Thursday, May 30, 2024

Traders still hesitant to use local currencies despite benefits

 

Bank Negara Malaysia (BNM) recently announced a push for wider use of regional currencies in trade and investments to overcome the impact of a volatile US dollar.

PETALING JAYA: Indonesian trader Tadzkiran Tajudeen, who sells cement and coal to Malaysian companies, knows the benefits of conducting business, both in rupiah and the ringgit.

The Penang-based businessman said doing so is more convenient and less costly than using the US dollar.

However, he told FMT Business that 95% of his suppliers, mainly from Indonesia, still prefer to issue invoices in US dollars.

“They are hesitant to accept the rupiah because the cost of items such as fuel, equipment and spare parts is usually denominated in dollars,” he said.

The advantages 

Experts agree that the business community must lead efforts to make the switch away from the US dollar for regional and international trade with many already aware of the advantages.

Abandoning the greenback, they said, can boost trade, cut costs for traders, ensure greater price stability and shield businesses from economic challenges in the US.
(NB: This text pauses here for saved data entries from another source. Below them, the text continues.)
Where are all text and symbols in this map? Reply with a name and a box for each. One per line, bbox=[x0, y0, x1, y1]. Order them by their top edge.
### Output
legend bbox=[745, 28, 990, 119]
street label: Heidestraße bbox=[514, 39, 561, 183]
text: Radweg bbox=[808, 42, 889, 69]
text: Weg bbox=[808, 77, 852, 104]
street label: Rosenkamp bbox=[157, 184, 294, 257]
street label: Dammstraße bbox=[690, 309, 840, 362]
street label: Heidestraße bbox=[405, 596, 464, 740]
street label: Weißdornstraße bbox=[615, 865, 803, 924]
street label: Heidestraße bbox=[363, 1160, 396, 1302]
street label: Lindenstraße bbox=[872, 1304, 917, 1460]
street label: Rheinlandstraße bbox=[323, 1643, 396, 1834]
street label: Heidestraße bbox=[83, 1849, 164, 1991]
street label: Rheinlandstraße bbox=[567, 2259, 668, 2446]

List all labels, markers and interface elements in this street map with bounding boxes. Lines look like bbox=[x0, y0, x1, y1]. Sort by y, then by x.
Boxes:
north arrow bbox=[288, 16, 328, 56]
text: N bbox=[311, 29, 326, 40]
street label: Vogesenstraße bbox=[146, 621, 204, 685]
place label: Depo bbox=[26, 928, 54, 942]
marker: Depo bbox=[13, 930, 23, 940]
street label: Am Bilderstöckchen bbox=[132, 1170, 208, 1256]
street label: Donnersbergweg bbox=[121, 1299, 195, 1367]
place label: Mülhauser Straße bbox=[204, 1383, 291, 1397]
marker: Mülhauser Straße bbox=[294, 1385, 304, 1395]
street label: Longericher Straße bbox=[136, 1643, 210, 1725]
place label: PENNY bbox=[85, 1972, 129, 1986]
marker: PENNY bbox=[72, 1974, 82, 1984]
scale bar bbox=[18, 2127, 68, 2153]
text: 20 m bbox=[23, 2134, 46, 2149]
Professor of economics at Sunway University, Yeah Kim Leng said Malaysian and Indonesian businesses can reduce forex costs by up to 10% by using the rupiah or ringgit in direct trade.

This, according to economist Geoffrey Williams, makes trading in both currencies “very favourable”.

Recently, Bank Negara Malaysia (BNM) announced that it will push for wider use of regional currencies in trade and investments to overcome the impact of a volatile US dollar.

“Changing local currencies into US dollars and back can lead to losses and make businesses vulnerable to sudden changes in forex rates,” BNM’s deputy director Zaidi Mahyuddin said at a recent forum.

Countries like Malaysia, Indonesia and Thailand have moved to use local currencies in trade to tap into its potential benefits.

However, the value of trade done in these regional currencies remains small.

BNM data shows that Malaysia’s trade with China and Asean has risen to 17.1% and 27.3% of its total trade respectively, but the bulk is still transacted in US dollars. Only 13.1% of trade within Asean is in regional currencies.

Malaysian importers and exporters continue to use the greenback to align their US dollar debts, especially in sectors like electrical and electronics that are closely linked to the global market.

Nonetheless, this does not diminish the importance of switching to local currencies.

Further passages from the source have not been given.